Last year, 150,000 children became newly HIV positive, missing the 2020 target of 20,000 new cases globally. Only 53% of the 1.8 million children with HIV have access to medications they need—much lower than the 67% of adults on treatment.
Without meds, half of HIV-positive children will die before age 2. AIDS-related deaths worldwide have declined over the past decade, but they’ve increased for adolescents.
We talk about bringing the successes of HIV/AIDS to COVID-19, but we must ensure that we don’t repeat our failures.
It’s clear that children were not a priority in the national response to AIDS in the late 1980s and early ’90s. Misconceptions that certain populations weren’t heavily impacted wrongly led to children going without help, including age-appropriate medicines.
The late activist Elizabeth Glaser saw the lack of resources for HIV-positive children when her daughter, Ariel, and son, Jake, were diagnosed with the virus in 1985. Ariel died at 7 years old in 1988 of AIDS-related illness.
Glaser feared Jake would soon meet the same fate and began aggressively advocating for new medications and legislation to help children and raising millions for pediatric HIV/AIDS research. She and her friends Susie Zeegen and Susan DeLaurentis organized trailblazing think tanks, bringing together the best minds in immunology to solve the HIV puzzle. They also funded cutting-edge research and collaborated with the National Institutes of Health (NIH) and other leading institutions.

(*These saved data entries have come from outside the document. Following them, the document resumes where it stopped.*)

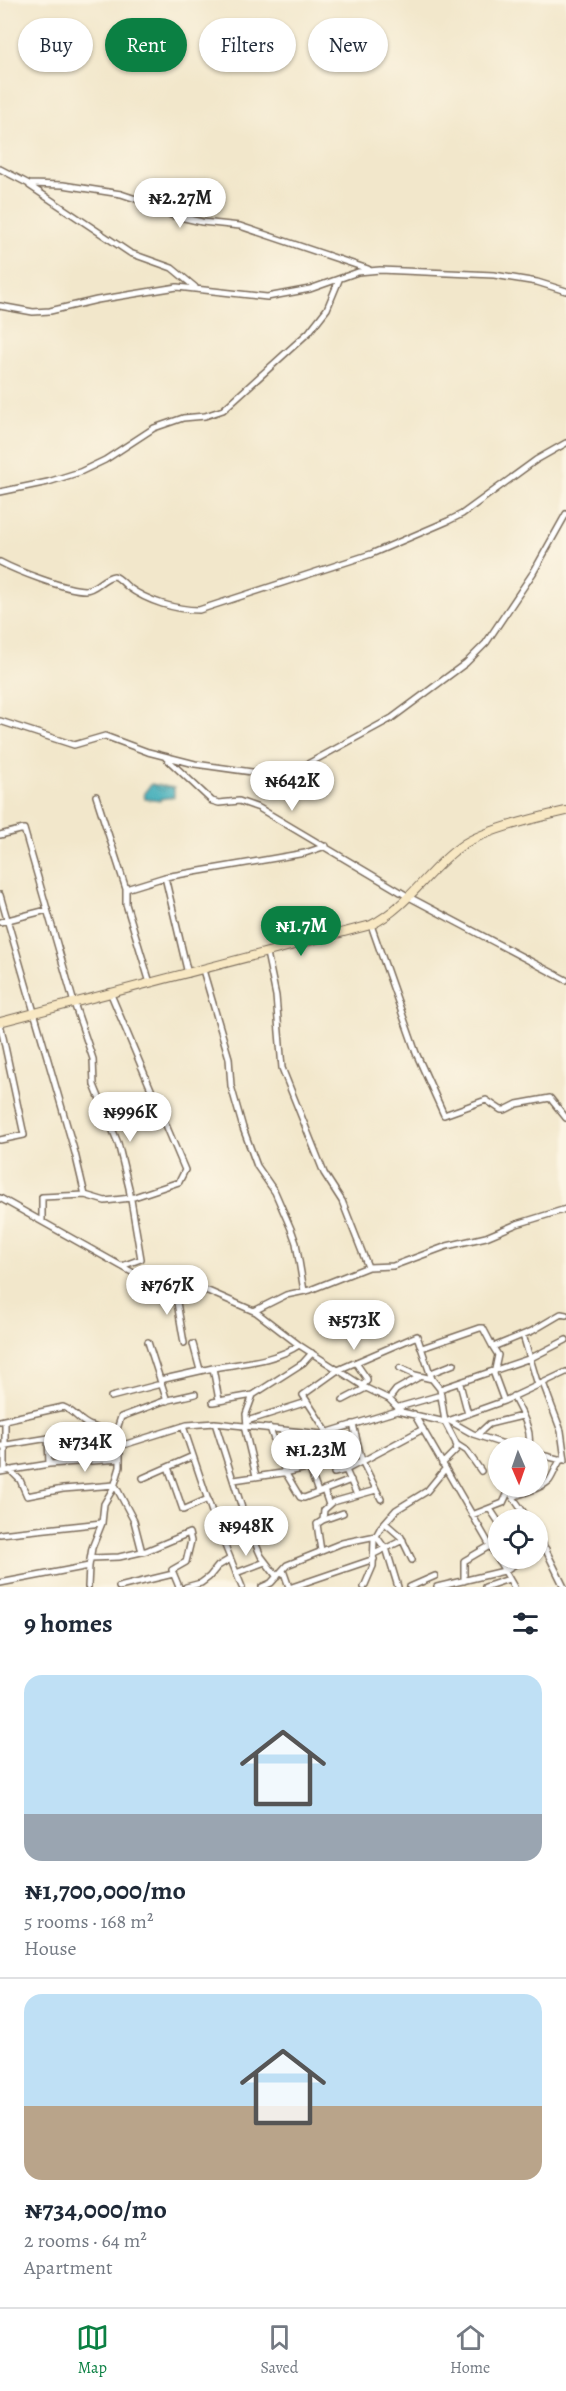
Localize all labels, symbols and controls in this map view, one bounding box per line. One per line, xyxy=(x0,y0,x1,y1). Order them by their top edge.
chip: Buy xyxy=(18,18,93,72)
chip: Rent xyxy=(105,18,187,72)
chip: Filters xyxy=(199,18,296,72)
chip: New xyxy=(308,18,388,72)
pin: ₦2.27M xyxy=(131,178,229,229)
text: ₦2.27M xyxy=(148,184,212,211)
pin: ₦642K xyxy=(250,761,334,812)
text: ₦642K xyxy=(264,767,320,794)
pin: ₦1.7M xyxy=(259,906,343,957)
text: ₦1.7M xyxy=(275,912,327,939)
pin: ₦996K xyxy=(88,1092,172,1143)
text: ₦996K xyxy=(102,1098,158,1125)
pin: ₦767K xyxy=(125,1265,209,1316)
text: ₦767K xyxy=(140,1271,194,1298)
pin: ₦573K xyxy=(312,1300,396,1351)
text: ₦573K xyxy=(328,1306,380,1333)
pin: ₦734K xyxy=(43,1422,127,1473)
text: ₦734K xyxy=(58,1428,112,1455)
pin: ₦1.23M xyxy=(267,1430,365,1481)
text: ₦1.23M xyxy=(285,1436,347,1463)
north arrow xyxy=(488,1437,548,1497)
map controls xyxy=(488,1437,548,1569)
pin: ₦948K xyxy=(204,1506,288,1557)
button: locate xyxy=(488,1509,548,1569)
text: ₦948K xyxy=(218,1512,274,1539)
text: 9 homes xyxy=(24,1606,113,1641)
icon: filters xyxy=(509,1607,542,1640)
icon: home xyxy=(229,1714,337,1822)
text: ₦1,700,000/mo xyxy=(24,1873,186,1908)
text: 5 rooms · 168 m² xyxy=(24,1908,153,1935)
text: House xyxy=(24,1935,76,1962)
icon: home xyxy=(229,2033,337,2141)
text: ₦734,000/mo xyxy=(24,2192,167,2227)
text: 2 rooms · 64 m² xyxy=(24,2227,147,2254)
text: Apartment xyxy=(24,2254,113,2281)
tab: Map xyxy=(76,2321,109,2379)
tab: Saved xyxy=(260,2321,298,2379)
tab: Home xyxy=(450,2321,490,2379)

This laid the groundwork for better pediatric HIV treatments and helped establish protocols to prevent mother-to-child HIV transmission, eventually leading to the virtual elimination of such transmission in the United States.
While the policy changes driven by Glaser’s work were ultimately profound, they were far too slow. Congress eventually passed the Best Pharmaceuticals for Children Act in 1996, encouraging the pharmaceutical industry to complete pediatric studies by providing an additional six months of drug patent exclusivity. The Pediatric Research Equity Act, passed in 2003, requires that drug companies study appropriate formulations of their products for children.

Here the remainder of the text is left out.